The use of a logarithmic scale allows us to compare large and small numbers without a bunch of annoying zeros getting in the way. As a reference, 0 dB equates to 1, 10 dB equates to 10, 50 dB equates to 100,000 and 100 dB equates to 10,000,000,000. The key element to remember is the difference between two numbers that are both stated in dB can be quite a bit larger than such appears at first glance. This is a good to keep in mind when you are comparing specifications for different products. I recommend the Wikipedia article on decibel if you would like to read more information on this topic.
Let’s begin our adventure by looking at an attribute that I have found particularly challenging: voltage standing wave ratio (VSWR). A quick Google search defines VSWR as the ratio of the maximum RF voltage to the minimum RF voltage along the line. I’m sure this is meaningful to the Electrical Engineers in the crowd, but I do not find it to be a particularly illuminating explanation of what is going on.
For me, the easiest way to think about VSWR is as a way to quantify the efficiency of power transfer through a system. A perfectly efficient system would have a VSWR of 1:1—all of the power that enters the device would exit. This, of course, is not what happens. A certain amount of the power is always lost to inefficiencies.
The goal, of course, is to minimize this loss in order for as much power as possible to be delivered. VSWR is also a logarithmic scale; the difference between 2:1 and 4:1 may not seem that large, but in reality, 2:1 is pretty good and 4:1 would be practically unusable. VSWR is specified both at the input and output interfaces of a device.
Once you know what the VSWR is, you can use that ratio to calculate return loss, which is the loss of power caused by a discontinuity, such as the connector between two components, reflecting a portion of the power backwards into the system. Return loss is measured in dB, and counterintuitively, the greater the return loss is in decibels, the better.

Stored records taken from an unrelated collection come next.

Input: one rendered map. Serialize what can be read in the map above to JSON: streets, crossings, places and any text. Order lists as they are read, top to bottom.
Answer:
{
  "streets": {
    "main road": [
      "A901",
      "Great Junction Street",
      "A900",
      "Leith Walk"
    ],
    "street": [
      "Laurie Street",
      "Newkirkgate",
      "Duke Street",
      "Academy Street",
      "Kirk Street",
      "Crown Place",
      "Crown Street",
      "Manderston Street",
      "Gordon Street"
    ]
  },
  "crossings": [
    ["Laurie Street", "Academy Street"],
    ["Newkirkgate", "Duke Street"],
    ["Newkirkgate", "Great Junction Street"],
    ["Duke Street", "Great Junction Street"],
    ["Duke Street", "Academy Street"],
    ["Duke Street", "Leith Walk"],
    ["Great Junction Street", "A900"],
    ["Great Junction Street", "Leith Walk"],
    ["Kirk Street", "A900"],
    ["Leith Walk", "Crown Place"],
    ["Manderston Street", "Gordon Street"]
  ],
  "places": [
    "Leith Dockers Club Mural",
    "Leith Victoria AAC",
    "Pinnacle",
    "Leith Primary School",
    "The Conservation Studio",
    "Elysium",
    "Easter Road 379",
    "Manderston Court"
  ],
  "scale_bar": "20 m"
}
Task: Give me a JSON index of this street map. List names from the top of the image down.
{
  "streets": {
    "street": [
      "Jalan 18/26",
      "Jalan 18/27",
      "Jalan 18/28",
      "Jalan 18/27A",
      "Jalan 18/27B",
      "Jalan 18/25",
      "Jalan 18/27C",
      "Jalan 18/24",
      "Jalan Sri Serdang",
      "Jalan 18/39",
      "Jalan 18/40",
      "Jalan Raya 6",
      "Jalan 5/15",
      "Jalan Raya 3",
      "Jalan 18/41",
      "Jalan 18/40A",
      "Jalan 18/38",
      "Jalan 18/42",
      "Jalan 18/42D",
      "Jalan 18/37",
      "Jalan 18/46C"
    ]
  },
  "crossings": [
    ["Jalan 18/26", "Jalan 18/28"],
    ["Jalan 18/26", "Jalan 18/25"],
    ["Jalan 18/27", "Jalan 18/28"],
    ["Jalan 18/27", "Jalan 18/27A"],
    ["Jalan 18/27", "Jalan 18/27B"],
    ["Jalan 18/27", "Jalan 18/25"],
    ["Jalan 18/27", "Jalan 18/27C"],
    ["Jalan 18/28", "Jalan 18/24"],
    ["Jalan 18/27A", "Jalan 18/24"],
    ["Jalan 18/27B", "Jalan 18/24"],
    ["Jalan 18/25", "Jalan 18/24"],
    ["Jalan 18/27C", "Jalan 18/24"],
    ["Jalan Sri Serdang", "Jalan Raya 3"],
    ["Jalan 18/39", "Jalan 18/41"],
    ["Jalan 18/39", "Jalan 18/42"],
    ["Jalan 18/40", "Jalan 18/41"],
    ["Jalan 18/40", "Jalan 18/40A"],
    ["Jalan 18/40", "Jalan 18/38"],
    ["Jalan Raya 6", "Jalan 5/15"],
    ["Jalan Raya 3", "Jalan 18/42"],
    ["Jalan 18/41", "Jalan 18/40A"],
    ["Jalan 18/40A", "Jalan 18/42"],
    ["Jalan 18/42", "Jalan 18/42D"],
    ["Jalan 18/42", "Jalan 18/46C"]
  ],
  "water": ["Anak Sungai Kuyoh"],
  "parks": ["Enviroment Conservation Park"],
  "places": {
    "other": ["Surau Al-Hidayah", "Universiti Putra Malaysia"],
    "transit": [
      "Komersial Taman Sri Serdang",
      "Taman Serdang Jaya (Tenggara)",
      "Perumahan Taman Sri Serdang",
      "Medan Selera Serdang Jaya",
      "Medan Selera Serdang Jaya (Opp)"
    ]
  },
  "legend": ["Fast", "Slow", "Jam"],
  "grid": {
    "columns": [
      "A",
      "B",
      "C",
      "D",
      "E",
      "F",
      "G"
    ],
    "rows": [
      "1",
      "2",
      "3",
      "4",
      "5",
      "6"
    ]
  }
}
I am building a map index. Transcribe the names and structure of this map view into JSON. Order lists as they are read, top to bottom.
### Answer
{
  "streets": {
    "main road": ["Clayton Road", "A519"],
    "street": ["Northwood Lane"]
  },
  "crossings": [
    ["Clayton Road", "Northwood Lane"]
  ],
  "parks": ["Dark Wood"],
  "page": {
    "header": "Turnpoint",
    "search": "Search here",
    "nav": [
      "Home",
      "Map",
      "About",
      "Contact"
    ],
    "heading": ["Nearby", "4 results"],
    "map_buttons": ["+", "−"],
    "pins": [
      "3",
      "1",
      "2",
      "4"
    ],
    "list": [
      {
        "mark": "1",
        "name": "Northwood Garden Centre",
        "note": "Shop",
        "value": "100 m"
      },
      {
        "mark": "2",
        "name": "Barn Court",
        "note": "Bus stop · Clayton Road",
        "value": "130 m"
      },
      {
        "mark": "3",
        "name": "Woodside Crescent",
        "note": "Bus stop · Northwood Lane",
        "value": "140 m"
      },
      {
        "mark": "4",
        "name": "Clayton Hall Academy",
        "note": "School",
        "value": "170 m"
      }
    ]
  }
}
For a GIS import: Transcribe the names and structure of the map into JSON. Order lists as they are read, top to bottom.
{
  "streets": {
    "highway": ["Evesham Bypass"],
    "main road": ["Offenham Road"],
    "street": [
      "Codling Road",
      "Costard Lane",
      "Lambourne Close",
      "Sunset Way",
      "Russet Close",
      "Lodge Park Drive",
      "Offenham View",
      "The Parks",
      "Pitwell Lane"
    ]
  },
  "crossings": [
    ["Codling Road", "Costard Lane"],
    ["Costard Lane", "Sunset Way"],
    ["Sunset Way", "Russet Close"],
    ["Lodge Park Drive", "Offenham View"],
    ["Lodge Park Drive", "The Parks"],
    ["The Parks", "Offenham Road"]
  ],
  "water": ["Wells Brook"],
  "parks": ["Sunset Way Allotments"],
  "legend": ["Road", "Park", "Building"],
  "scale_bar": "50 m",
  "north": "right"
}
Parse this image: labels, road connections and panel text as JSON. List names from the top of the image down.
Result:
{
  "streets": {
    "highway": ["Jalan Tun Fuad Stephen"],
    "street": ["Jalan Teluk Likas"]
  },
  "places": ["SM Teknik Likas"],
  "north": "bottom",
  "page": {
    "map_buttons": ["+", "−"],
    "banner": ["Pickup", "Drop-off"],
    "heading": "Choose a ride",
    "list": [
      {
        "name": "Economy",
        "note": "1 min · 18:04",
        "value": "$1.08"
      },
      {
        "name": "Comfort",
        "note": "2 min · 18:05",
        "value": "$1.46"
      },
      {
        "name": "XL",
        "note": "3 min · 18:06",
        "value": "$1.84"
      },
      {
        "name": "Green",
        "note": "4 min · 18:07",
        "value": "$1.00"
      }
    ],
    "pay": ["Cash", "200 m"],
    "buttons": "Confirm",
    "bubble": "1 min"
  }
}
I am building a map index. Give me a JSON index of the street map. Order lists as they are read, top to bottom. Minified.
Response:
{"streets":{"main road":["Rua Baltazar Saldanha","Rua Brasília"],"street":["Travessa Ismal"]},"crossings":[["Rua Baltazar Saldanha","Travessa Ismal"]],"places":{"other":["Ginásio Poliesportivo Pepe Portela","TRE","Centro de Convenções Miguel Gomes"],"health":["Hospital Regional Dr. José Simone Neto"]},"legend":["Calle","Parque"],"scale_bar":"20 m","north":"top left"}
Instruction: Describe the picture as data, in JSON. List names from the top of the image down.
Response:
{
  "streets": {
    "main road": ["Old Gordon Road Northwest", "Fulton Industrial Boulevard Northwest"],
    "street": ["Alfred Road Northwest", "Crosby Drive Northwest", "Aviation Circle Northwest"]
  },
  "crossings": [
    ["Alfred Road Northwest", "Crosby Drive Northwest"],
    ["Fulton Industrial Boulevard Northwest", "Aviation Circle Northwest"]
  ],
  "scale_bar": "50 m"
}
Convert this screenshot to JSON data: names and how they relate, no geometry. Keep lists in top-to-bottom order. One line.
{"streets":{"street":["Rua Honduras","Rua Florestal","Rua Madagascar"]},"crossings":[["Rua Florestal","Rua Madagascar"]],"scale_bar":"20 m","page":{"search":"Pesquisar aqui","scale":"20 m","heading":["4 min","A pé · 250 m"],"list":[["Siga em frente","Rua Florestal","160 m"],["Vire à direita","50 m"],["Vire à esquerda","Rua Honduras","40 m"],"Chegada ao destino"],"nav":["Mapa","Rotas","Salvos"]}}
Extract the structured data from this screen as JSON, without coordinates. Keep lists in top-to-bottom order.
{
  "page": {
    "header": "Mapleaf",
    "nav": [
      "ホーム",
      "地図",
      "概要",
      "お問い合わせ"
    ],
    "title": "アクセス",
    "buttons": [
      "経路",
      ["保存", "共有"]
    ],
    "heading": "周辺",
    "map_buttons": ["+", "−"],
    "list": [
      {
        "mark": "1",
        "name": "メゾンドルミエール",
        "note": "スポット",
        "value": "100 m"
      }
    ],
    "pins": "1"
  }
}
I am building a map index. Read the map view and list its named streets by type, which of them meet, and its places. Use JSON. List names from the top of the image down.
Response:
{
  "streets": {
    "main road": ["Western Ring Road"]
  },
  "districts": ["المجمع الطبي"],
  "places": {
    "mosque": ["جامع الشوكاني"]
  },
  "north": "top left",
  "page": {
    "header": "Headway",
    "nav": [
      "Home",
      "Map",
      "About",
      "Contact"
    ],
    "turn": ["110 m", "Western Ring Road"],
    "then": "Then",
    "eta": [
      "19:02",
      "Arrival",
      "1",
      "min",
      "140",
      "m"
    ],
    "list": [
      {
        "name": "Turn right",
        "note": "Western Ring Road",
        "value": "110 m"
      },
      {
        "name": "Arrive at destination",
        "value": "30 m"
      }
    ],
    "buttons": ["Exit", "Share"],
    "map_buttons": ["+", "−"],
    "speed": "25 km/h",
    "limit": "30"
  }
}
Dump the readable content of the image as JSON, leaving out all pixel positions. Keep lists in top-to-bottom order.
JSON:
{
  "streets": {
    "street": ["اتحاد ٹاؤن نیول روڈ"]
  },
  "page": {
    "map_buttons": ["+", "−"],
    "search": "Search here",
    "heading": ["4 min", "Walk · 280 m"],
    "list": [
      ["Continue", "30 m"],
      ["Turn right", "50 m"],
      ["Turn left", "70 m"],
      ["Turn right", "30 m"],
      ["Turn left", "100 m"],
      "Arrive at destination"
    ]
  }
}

Note that for historical reasons, return loss is sometimes shown as a negative number. When this is the case, the measurement should be called reflection coefficient instead.
Conversion gain is a measure of the difference between the power of an input signal and the power of an output signal. Gain is given in dB, and larger numbers are better. Gain between 50 dB and 60 dB is generally considered sufficient for most satellite communication purposes.
In the case of LNBs (Low-Noise Block Downconverter), this means amplifying the very weak signals received from a satellite approximately 500 to 1,000 times so that they are sufficiently strong enough to be deciphered by a modem. In the case of a BUC or SSPA this means amplifying the power that is received into the device by approximately 500 to 1,000 times in order for the outgoing radio waves to have enough energy to reach their targeted satellites.
As you can imagine, this results in a great deal of energy and explains why it is unwise to stand in the path of a transmitting antenna.
In a perfect universe, gain would always be linear; the power coming out of a system would continue to increase at the same rate as the power going in and higher gain would always be better. Unfortunately, this is not the case. At some point, the output power begins to drop off relative to the input power and trying to increase gain past this point ultimately leads to distortion, saturation and ultimately damage to the device. A bit more on this topic will be presented later in this article.
Gain variation, or gain flatness, is a measurement of the difference in gain across the output frequency of a product and is measured in decibels peak-to-peak (dB p-p), either across the entire operating band of the device or over any 40 MHz (40 MHz is generally the bandwidth of a single satellite transponder). This can also be measured across a temperature gradient or over time. The closer this number is to zero, the better, as very low numbers mean you will witness consistent behavior of the device across its operating parameters.
Output power is one of the primary specifications for BUCs and SSPAs, which makes perfect sense as higher wattage products provide higher data rates and higher throughput. The cost of products increases as wattages get higher, and those costs can be quite high indeed for higher power units.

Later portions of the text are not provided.